What you have to do: Say how many lines in the records contain "inset". The reply must consist of the number alone.

--------

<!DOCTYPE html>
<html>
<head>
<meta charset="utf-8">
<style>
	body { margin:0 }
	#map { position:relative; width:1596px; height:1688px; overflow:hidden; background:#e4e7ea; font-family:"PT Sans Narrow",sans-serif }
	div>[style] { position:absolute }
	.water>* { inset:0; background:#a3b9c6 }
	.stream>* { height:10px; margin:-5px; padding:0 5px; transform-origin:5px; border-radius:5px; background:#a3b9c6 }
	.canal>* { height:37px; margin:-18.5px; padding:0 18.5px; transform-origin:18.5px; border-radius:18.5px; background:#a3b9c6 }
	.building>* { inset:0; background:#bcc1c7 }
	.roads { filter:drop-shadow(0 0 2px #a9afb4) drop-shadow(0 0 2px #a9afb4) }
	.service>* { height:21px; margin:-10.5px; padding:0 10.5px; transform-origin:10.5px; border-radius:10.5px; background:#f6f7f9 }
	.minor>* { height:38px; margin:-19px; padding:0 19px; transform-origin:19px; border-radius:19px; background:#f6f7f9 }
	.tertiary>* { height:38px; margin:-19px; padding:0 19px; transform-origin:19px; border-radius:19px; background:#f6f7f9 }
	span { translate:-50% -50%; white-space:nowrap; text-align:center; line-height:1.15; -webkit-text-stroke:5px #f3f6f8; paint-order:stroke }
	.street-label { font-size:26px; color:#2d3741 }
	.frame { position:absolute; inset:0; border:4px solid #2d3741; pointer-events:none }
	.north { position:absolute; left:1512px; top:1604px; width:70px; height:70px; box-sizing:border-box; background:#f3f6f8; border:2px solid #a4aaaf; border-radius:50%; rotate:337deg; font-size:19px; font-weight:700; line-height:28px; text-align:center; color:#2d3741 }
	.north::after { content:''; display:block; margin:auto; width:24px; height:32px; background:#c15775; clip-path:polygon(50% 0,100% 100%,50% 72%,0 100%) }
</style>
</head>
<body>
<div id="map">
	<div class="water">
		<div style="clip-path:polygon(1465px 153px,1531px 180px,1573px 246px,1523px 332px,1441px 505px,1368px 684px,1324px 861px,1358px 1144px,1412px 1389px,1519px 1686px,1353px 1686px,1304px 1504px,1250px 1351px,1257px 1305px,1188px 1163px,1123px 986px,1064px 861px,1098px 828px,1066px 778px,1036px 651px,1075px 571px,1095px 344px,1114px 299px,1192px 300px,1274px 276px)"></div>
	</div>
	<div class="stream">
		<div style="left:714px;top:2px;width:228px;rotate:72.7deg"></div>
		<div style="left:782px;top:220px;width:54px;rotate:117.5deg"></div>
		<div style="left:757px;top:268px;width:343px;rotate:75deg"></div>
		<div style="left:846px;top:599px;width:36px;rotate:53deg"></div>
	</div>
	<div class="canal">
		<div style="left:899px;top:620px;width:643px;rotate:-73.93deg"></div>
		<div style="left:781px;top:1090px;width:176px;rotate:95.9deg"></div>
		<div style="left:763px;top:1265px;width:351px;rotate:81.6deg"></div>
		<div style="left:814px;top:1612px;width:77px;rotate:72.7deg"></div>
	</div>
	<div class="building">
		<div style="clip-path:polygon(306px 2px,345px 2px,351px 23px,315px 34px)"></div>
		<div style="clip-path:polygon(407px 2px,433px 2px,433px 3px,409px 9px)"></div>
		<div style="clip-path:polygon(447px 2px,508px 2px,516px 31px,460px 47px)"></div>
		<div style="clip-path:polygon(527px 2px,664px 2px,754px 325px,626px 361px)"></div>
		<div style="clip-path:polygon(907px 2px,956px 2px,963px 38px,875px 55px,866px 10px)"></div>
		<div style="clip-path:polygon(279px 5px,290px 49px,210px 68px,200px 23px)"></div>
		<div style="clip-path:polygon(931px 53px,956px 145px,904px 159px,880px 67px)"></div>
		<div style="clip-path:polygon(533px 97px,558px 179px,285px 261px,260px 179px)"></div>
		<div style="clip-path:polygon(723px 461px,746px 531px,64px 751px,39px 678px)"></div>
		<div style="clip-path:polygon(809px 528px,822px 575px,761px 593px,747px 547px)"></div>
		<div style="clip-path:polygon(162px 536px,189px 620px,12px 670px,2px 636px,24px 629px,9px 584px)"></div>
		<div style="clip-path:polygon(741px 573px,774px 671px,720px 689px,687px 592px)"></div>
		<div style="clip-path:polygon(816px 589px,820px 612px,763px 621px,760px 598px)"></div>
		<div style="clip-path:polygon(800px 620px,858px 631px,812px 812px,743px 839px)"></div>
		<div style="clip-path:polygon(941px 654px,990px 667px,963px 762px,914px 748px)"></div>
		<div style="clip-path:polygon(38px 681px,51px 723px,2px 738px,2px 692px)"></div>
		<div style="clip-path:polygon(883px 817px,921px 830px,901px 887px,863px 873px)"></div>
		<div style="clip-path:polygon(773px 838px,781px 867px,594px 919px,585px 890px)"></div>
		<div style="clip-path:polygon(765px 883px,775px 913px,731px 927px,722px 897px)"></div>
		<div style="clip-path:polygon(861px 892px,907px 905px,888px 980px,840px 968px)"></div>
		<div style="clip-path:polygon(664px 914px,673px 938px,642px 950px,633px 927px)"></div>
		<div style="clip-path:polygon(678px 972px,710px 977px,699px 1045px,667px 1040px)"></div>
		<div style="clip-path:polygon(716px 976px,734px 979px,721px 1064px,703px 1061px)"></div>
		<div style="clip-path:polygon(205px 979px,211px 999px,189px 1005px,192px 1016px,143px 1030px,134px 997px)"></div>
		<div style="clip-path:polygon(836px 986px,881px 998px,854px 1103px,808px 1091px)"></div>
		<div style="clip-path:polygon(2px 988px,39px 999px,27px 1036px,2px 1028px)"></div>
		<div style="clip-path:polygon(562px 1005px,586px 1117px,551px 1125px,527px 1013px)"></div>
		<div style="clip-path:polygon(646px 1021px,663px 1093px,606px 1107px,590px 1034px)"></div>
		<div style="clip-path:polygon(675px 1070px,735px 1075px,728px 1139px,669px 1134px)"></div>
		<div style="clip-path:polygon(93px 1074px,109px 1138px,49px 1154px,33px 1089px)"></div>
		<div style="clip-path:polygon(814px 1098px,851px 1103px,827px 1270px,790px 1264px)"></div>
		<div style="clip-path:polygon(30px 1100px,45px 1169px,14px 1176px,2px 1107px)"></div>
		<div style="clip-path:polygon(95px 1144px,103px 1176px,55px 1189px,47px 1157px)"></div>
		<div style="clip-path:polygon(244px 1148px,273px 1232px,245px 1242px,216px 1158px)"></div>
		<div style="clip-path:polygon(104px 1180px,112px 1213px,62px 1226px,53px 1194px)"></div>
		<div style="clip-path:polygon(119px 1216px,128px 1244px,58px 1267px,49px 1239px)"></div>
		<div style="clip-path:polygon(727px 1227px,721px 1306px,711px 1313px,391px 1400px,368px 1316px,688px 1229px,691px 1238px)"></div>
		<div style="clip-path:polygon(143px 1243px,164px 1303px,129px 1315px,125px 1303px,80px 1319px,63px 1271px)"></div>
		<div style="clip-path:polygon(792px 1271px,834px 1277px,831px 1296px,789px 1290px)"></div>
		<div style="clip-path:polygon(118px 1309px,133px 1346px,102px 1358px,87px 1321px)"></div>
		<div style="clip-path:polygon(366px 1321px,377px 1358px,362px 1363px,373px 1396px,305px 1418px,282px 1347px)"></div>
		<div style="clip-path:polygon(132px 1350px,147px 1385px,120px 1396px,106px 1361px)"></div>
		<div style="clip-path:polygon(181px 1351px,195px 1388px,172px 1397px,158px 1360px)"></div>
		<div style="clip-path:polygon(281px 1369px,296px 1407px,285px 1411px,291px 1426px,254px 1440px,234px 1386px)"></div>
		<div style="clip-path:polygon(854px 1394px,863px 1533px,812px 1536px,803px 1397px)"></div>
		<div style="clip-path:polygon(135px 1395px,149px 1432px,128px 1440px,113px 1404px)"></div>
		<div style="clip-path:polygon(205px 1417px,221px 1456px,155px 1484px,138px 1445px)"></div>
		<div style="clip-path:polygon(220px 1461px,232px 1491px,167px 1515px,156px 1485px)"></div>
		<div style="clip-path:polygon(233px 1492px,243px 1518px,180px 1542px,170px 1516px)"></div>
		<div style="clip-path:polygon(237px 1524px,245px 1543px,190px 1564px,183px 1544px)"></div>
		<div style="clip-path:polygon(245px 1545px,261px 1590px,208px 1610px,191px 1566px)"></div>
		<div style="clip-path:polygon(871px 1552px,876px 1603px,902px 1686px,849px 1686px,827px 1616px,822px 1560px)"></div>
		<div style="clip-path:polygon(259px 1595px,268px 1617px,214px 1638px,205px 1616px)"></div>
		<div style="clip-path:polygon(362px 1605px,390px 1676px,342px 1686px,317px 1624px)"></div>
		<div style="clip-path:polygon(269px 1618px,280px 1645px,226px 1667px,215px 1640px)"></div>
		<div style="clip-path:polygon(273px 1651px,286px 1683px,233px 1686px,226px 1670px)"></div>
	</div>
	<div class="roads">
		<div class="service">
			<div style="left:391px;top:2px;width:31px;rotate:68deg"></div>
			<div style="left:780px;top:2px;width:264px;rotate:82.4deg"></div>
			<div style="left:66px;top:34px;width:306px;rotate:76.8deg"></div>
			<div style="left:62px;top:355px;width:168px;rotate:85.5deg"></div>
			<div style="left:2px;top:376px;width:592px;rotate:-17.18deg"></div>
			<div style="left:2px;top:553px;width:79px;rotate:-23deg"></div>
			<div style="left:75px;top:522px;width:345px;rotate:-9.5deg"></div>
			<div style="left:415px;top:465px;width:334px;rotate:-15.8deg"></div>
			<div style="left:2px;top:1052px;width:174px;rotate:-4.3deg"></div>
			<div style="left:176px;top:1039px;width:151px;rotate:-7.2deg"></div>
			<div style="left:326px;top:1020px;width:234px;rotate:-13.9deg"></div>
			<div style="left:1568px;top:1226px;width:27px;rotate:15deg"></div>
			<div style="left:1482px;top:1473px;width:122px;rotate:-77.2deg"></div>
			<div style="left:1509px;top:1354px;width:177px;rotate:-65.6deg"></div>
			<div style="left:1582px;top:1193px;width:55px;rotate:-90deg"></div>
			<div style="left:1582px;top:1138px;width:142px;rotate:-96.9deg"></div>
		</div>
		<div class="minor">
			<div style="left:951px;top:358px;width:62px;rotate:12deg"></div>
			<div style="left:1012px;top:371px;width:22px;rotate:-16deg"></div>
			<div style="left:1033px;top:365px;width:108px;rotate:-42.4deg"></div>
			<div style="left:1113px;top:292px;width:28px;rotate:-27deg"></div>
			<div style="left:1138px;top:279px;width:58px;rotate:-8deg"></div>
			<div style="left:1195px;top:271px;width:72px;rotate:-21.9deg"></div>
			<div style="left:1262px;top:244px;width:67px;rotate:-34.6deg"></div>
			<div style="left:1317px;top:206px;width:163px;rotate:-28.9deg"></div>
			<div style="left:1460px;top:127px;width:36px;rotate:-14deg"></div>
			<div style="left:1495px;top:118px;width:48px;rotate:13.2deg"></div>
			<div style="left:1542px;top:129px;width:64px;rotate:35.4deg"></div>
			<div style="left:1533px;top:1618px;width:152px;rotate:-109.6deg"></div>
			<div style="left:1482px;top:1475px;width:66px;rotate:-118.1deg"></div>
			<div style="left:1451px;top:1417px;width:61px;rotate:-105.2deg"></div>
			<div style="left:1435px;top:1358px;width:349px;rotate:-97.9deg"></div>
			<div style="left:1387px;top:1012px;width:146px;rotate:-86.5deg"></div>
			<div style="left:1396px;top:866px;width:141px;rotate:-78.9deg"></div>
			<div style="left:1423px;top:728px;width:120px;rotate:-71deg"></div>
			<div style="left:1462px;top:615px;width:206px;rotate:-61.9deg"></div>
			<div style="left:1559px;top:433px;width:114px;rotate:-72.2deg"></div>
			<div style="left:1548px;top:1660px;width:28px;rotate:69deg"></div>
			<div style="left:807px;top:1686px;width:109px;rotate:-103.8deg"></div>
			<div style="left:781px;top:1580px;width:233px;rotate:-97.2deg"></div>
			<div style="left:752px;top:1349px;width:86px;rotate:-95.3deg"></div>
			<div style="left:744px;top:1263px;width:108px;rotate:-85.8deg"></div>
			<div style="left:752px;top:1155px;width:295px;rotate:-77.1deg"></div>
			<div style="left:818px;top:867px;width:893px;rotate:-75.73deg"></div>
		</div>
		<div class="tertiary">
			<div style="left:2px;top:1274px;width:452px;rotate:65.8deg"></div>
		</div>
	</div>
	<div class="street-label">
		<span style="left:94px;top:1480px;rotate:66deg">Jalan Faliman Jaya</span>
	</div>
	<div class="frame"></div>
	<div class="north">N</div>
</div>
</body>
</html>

--------

Solved exercise: 3